*** Working data Section Begins ***
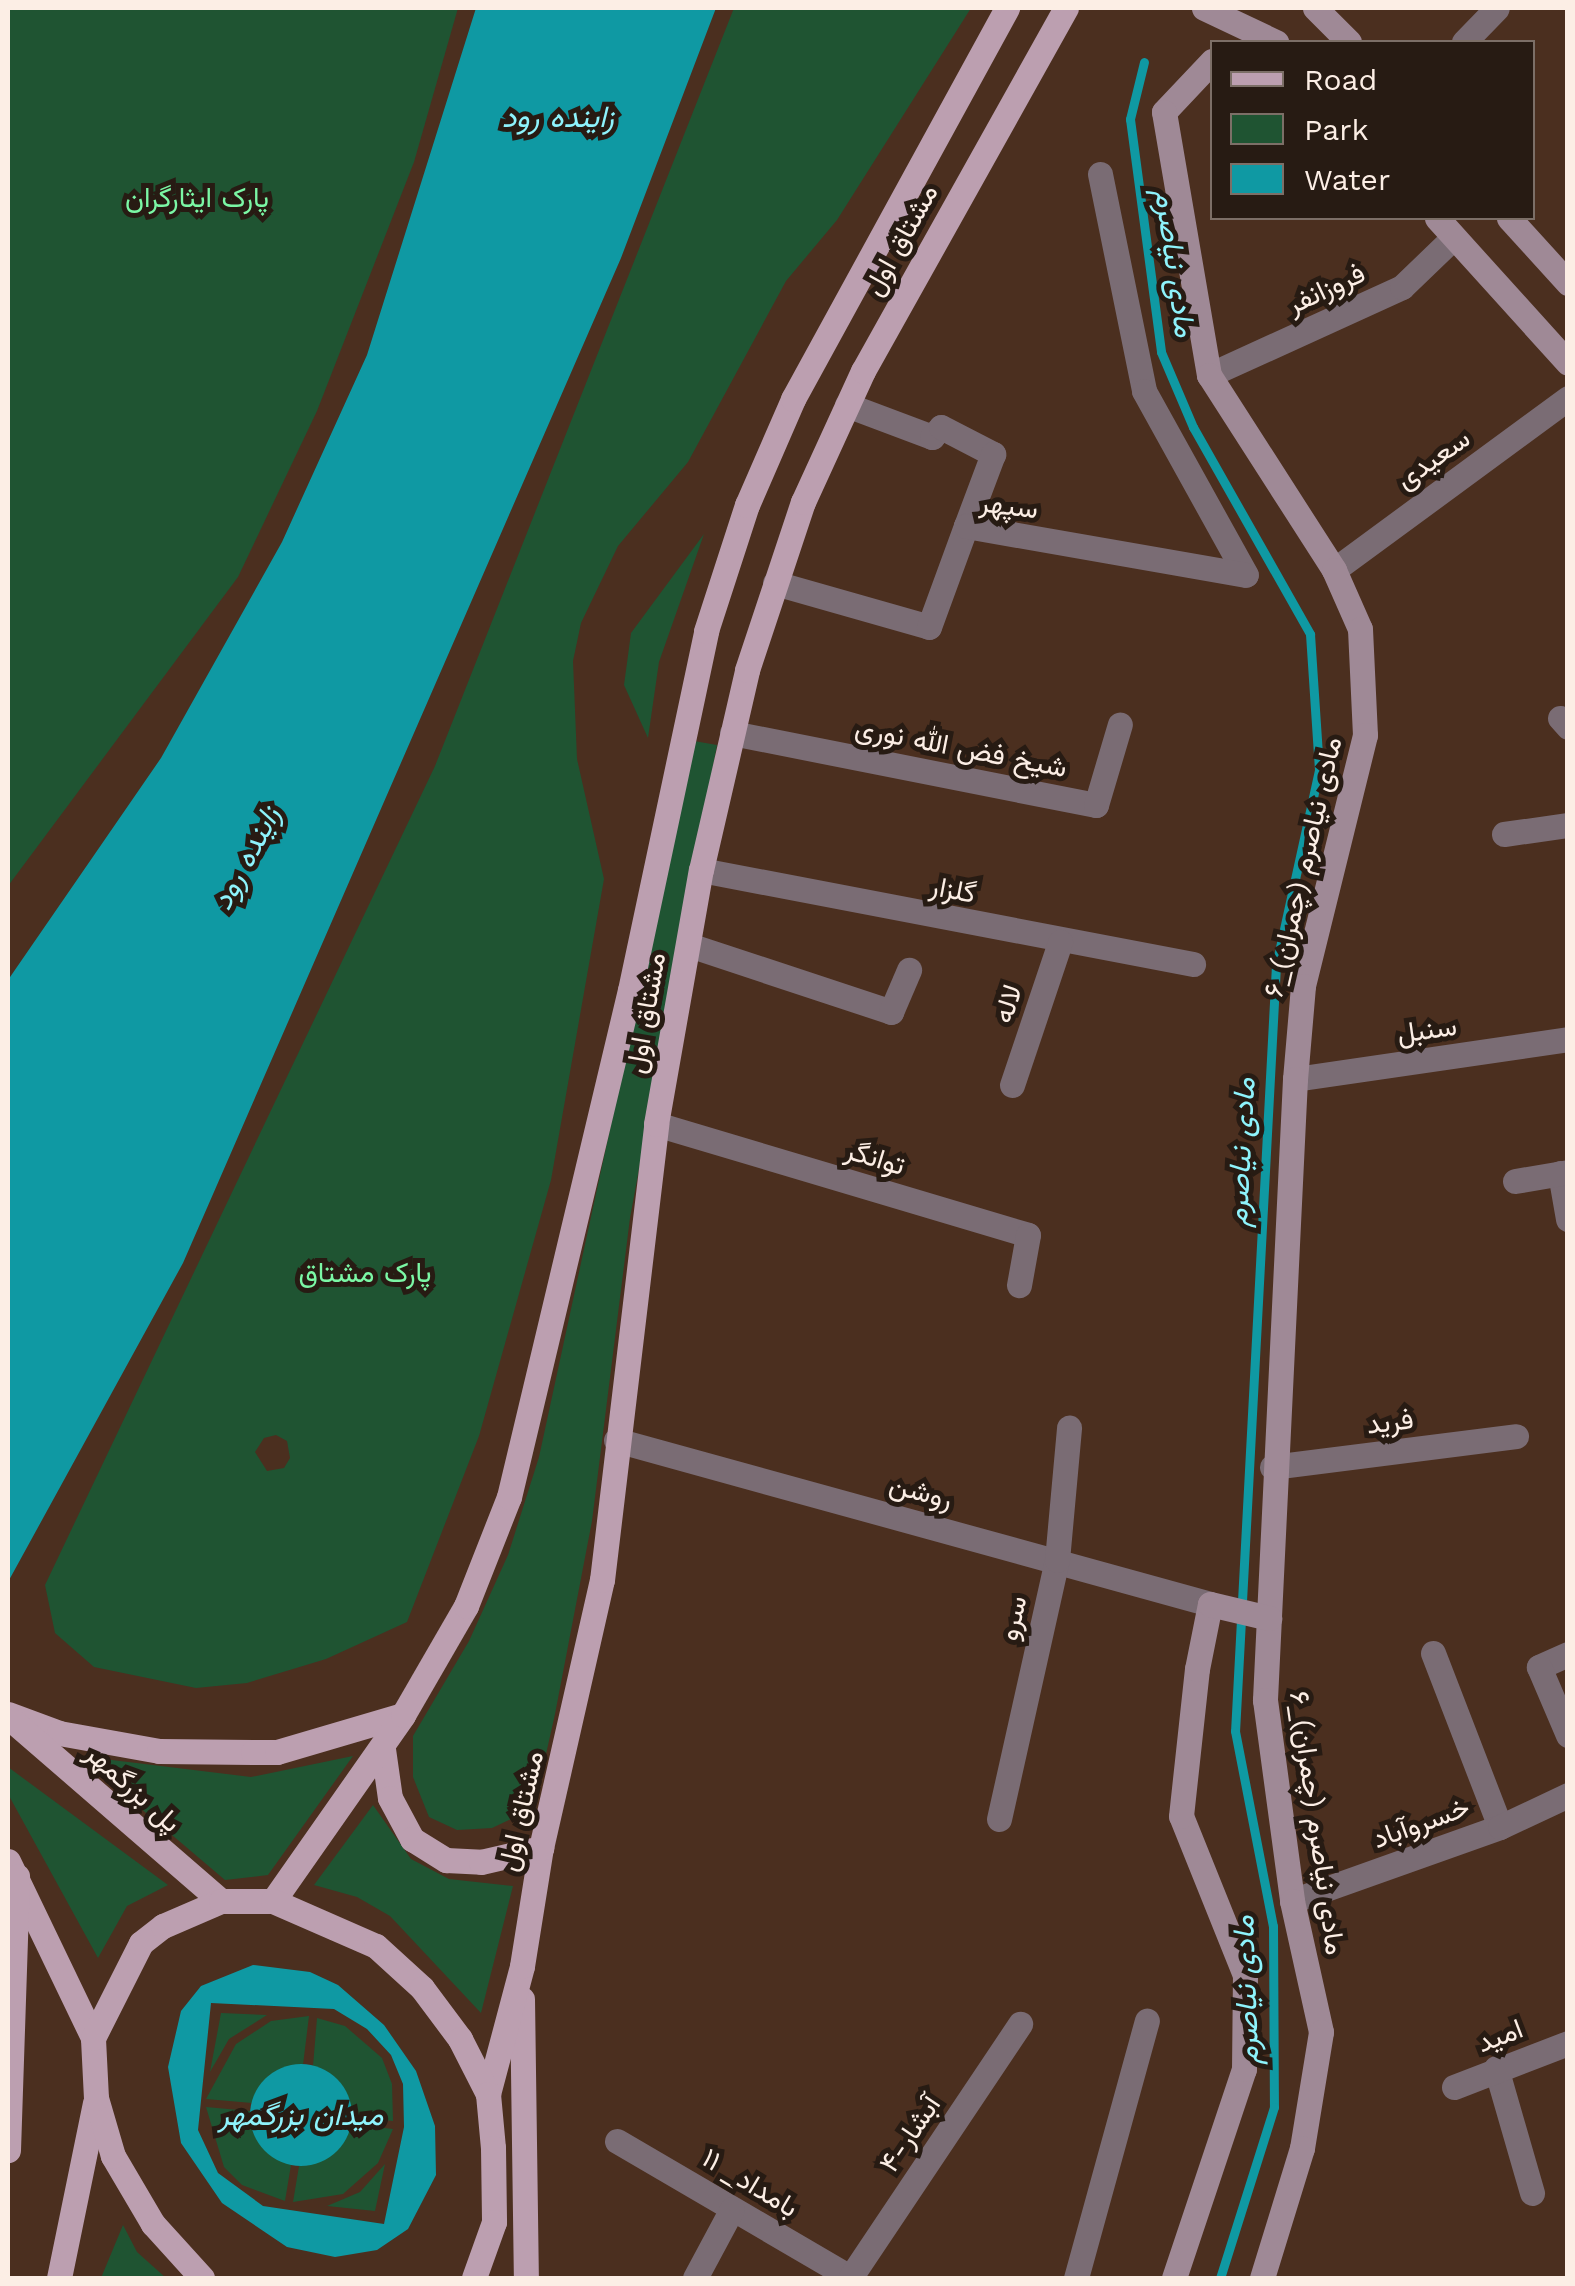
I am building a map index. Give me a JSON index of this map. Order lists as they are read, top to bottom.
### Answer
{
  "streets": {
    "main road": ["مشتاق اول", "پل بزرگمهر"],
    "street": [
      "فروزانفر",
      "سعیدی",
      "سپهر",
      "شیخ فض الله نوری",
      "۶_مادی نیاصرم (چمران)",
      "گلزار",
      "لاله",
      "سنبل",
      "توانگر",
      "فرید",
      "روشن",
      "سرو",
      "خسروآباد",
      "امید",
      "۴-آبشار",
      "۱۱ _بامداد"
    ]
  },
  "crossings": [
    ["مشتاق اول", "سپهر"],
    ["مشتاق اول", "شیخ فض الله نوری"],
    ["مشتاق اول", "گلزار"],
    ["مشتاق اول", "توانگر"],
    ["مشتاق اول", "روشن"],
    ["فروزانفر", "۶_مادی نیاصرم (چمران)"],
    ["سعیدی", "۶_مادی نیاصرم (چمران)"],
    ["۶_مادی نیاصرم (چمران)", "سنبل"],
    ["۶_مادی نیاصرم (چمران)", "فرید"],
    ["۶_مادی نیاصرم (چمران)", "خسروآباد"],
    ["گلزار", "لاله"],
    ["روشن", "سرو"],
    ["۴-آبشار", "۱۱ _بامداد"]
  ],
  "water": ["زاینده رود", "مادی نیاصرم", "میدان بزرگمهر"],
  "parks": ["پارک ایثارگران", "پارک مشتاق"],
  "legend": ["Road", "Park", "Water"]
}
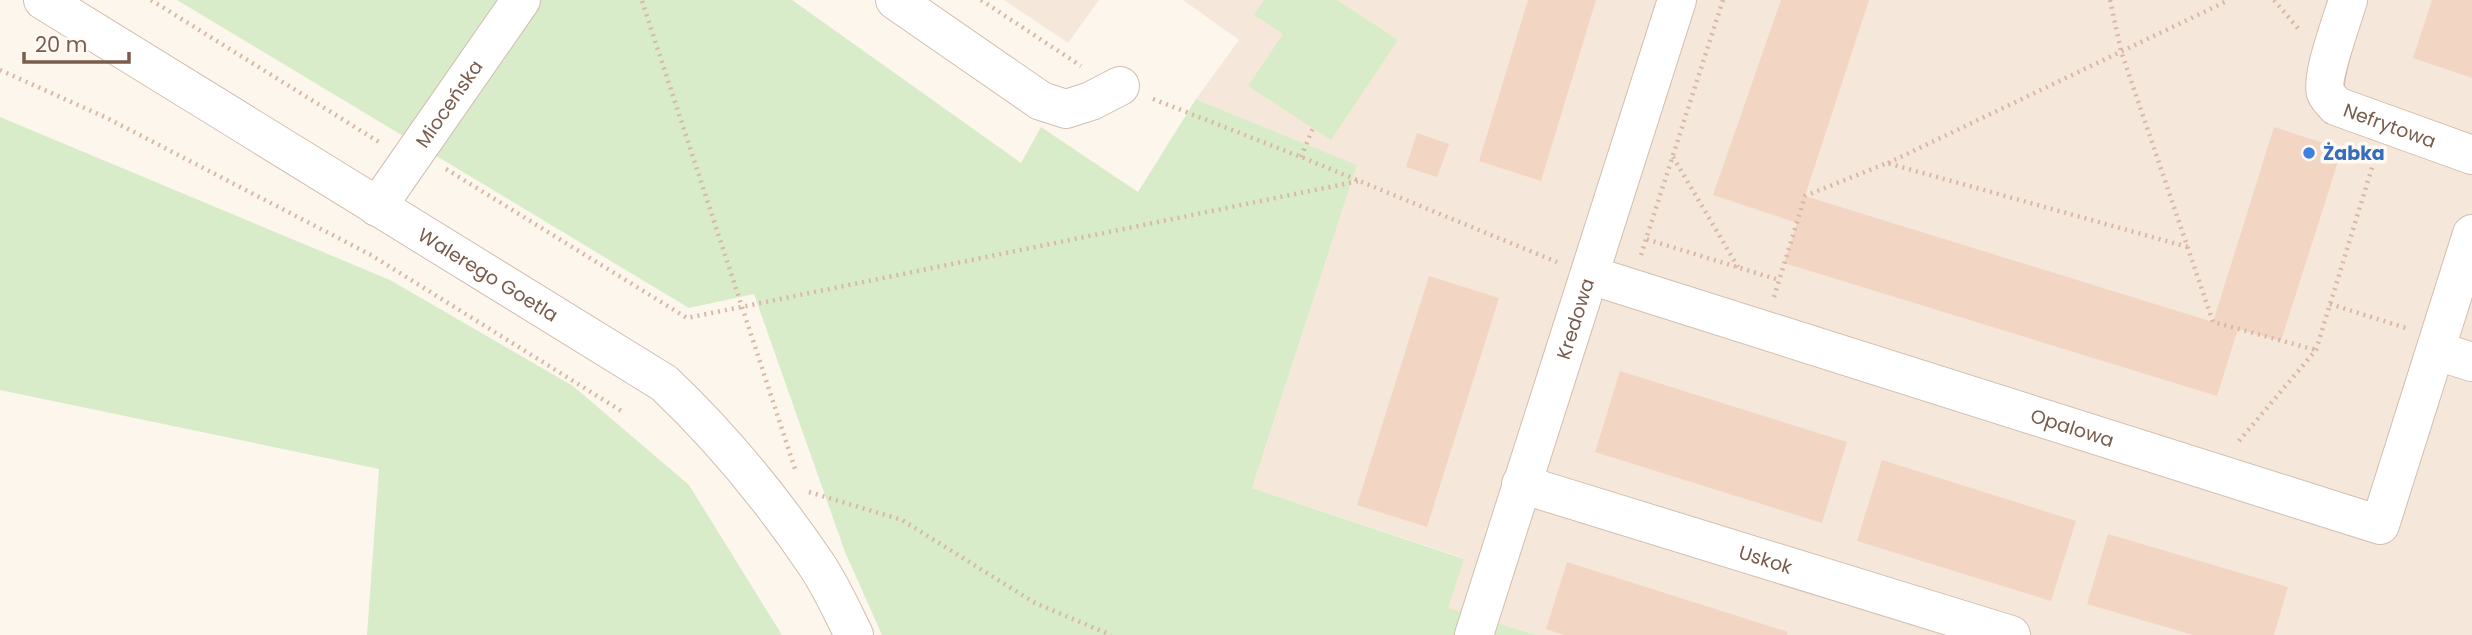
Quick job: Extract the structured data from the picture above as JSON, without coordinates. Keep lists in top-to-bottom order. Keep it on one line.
*** Working data Section Ends ***
Required action:
Pictures omitted, give the entries again exactly.

Solution for this exercise:
I am building a map index. Give me a JSON index of this map. Order lists as they are read, top to bottom.
### Answer
{
  "streets": {
    "main road": ["مشتاق اول", "پل بزرگمهر"],
    "street": [
      "فروزانفر",
      "سعیدی",
      "سپهر",
      "شیخ فض الله نوری",
      "۶_مادی نیاصرم (چمران)",
      "گلزار",
      "لاله",
      "سنبل",
      "توانگر",
      "فرید",
      "روشن",
      "سرو",
      "خسروآباد",
      "امید",
      "۴-آبشار",
      "۱۱ _بامداد"
    ]
  },
  "crossings": [
    ["مشتاق اول", "سپهر"],
    ["مشتاق اول", "شیخ فض الله نوری"],
    ["مشتاق اول", "گلزار"],
    ["مشتاق اول", "توانگر"],
    ["مشتاق اول", "روشن"],
    ["فروزانفر", "۶_مادی نیاصرم (چمران)"],
    ["سعیدی", "۶_مادی نیاصرم (چمران)"],
    ["۶_مادی نیاصرم (چمران)", "سنبل"],
    ["۶_مادی نیاصرم (چمران)", "فرید"],
    ["۶_مادی نیاصرم (چمران)", "خسروآباد"],
    ["گلزار", "لاله"],
    ["روشن", "سرو"],
    ["۴-آبشار", "۱۱ _بامداد"]
  ],
  "water": ["زاینده رود", "مادی نیاصرم", "میدان بزرگمهر"],
  "parks": ["پارک ایثارگران", "پارک مشتاق"],
  "legend": ["Road", "Park", "Water"]
}
Quick job: Extract the structured data from the picture above as JSON, without coordinates. Keep lists in top-to-bottom order. Keep it on one line.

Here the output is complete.